Another point in the same article recommends adding a global variable to hold the event handle. Not true at all. You have written a descendant thread class, so add it as a field in that class. You can access the field (through a property, presumably) from the main code and from within Execute. This makes it a lot simpler to have many worker threads, maybe each with a different "stop" event. It also avoids the incorrect "we don't need to create a name for the event because the handle is global" explanation in the article (in essence, we don't need to because we don't have to).
And, yes, you guessed it, there's more inaccuracies in the very same article.

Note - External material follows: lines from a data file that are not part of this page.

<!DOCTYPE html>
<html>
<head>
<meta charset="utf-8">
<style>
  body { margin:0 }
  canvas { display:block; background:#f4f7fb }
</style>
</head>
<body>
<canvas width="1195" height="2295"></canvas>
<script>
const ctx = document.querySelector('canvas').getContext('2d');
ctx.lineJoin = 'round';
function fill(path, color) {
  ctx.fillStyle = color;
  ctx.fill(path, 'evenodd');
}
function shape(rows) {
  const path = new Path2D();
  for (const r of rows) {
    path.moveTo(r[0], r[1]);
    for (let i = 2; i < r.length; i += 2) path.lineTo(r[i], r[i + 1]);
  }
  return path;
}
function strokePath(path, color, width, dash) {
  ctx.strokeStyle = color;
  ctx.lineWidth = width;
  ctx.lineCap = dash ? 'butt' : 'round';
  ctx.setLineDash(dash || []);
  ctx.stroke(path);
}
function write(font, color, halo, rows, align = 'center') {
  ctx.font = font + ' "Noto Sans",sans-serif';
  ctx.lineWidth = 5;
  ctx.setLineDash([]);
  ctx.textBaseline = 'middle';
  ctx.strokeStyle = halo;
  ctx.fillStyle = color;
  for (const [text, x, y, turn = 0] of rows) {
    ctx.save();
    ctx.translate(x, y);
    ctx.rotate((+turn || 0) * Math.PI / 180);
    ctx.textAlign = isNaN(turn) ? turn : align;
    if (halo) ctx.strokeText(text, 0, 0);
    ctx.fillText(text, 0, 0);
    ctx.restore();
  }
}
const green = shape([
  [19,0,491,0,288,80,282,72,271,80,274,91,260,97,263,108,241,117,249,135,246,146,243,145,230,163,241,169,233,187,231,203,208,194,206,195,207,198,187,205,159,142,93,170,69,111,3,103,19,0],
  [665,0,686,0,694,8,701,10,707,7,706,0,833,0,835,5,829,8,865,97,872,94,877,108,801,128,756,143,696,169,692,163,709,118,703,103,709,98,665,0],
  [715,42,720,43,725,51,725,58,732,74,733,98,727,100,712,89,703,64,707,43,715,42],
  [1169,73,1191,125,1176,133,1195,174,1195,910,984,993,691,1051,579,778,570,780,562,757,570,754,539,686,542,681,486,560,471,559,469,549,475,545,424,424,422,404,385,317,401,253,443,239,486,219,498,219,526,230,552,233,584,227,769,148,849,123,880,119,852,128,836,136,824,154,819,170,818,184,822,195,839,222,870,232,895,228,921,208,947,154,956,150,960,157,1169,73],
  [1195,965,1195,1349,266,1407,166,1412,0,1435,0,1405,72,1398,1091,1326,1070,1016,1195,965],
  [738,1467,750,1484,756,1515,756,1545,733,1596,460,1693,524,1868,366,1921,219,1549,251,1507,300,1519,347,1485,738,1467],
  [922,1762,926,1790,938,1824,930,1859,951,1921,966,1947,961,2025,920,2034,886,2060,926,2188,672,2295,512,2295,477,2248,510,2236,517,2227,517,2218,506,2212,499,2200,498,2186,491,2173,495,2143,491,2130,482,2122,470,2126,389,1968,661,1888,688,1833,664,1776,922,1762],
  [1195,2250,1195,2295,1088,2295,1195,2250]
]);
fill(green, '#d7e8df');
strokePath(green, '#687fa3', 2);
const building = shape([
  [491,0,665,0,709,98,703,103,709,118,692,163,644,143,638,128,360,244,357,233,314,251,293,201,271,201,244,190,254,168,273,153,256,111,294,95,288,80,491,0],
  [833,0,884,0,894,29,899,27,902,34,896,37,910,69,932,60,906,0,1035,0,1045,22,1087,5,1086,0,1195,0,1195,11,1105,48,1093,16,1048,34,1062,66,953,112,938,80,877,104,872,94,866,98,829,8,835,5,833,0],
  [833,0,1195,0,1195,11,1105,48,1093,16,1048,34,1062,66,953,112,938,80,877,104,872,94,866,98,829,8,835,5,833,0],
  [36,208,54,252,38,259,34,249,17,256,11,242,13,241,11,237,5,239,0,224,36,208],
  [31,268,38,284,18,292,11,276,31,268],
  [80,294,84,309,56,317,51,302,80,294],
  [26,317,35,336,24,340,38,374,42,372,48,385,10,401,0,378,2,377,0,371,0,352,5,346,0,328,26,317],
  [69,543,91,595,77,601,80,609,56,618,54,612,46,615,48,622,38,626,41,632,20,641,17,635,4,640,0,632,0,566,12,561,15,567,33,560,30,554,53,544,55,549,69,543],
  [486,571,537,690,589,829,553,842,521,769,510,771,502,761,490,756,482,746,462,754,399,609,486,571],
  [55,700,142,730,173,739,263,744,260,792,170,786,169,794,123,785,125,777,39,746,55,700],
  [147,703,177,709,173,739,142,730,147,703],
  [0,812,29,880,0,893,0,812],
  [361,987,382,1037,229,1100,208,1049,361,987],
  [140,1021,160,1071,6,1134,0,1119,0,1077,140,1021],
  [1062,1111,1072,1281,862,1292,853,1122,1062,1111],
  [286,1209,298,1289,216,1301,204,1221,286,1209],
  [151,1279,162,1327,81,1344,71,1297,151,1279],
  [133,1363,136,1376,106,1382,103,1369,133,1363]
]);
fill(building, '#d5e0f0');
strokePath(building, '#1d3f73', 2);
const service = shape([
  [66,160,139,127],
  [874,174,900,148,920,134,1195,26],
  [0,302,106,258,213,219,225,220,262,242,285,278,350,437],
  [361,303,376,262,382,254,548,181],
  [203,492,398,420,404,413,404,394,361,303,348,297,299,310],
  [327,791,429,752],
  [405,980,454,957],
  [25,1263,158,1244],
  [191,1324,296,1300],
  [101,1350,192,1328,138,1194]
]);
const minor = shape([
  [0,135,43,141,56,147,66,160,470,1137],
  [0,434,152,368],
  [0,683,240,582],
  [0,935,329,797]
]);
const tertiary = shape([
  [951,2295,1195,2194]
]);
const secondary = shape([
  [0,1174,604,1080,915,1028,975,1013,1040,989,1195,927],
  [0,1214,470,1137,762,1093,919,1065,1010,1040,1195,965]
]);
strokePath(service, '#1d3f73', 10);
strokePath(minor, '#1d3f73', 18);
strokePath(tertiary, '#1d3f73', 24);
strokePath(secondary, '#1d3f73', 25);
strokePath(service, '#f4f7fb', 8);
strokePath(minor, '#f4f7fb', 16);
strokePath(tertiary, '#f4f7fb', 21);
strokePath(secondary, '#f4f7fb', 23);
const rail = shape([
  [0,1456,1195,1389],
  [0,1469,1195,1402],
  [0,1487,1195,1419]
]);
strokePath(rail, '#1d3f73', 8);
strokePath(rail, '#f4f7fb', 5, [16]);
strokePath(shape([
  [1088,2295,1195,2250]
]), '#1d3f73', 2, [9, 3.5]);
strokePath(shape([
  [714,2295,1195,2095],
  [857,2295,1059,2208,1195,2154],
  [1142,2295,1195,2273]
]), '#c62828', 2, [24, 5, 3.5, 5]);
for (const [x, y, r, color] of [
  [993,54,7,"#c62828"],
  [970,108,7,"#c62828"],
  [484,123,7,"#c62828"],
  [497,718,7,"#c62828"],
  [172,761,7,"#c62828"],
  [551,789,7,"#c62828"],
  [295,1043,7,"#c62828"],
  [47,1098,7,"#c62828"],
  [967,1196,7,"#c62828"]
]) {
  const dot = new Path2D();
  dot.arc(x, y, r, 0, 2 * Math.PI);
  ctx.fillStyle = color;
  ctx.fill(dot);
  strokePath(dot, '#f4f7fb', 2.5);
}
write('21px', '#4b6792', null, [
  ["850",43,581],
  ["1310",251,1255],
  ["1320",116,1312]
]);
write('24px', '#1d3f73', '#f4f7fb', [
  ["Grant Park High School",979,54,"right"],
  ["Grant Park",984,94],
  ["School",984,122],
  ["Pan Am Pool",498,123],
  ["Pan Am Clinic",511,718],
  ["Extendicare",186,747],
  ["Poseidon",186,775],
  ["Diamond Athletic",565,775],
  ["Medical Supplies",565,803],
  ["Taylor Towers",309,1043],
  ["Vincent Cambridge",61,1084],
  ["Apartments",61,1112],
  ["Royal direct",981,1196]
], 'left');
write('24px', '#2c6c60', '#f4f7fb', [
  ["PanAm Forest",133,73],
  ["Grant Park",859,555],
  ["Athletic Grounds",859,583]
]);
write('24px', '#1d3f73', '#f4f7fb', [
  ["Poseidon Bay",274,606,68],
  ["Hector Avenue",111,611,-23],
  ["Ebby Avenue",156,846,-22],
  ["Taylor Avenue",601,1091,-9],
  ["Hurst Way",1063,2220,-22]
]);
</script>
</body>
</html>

First, the author talks about TMultiReadExclusiveWriteSynchronizer as being a class to help you achieve thread safety for your data, without talking about what the heck it was really designed for. He rightly says that the class has problems (it does, apart from its ridiculously long name, and these problems have been beaten to death in the newsgroups) so you shouldn't use it, and then recommends using a critical section instead despite the fact that it's "more expensive". Huh? The TMultiBlah class is written using critical sections, for heaven's sake! In fact, Danny Thorpe has agreed that they should've ditched TMultiBlah for simple critical sections a long time ago.
And then we get the beginner bug in the example code for using critical sections:
procedure Foo(...); begin try FMyCriticalSection.Enter; // do something now we're protected finally FMyCriticalSection.Leave; end; end;
Admittedly, the bug will never raise its head -- it's more of a not-following-standard-programming-patterns type error -- but it shouldn't be here in this "advanced" article. So, all in all, the article suffered from being too light and from not having had enough technical review (and you should note that the masthead does list a Technical Editor: it seems like this person is treating his job as a sinecure).
Then I read Xavier Pacheco's article on using the .NET Framework, the first in a series. He was discussing some collection classes: Stack, Queue, ArrayList. Hey, I thought, this article is in my area of expertise. Squared. Unfortunately, it was way too light again.
Some quick points raised by this article, in no particular order. Although they are all fairly minor, they point to the article being too "light." He calls stacks a "FILO" data structure; but all of my algorithms books tend to call it LIFO (yeah, nitpicking, I know). The Peek() method is called Peak at one point. One of the constructors for a Stack allows you to specify the initial capacity for the Stack instance; what is the default capacity if you don't use this constructor? He mentions that you can create a stack using the items from another collection; in which order are the items added to the stack (i.e., in which order would they be popped)? He shows how to enumerate a stack, but doesn't say in which order the items are returned: in pop order, or in push order? How is the stack implemented internally? Similar questions arise about the Queue class, again unanswered. What's a "growth factor" for a Queue (the answer to this requires knowing how the Queue class is implemented, of course), and why isn;t there one for a Stack?. For the ArrayList there are yet more similar questions.
Come on Delphi Informant, kick your Technical Editor awake: you can do better than this.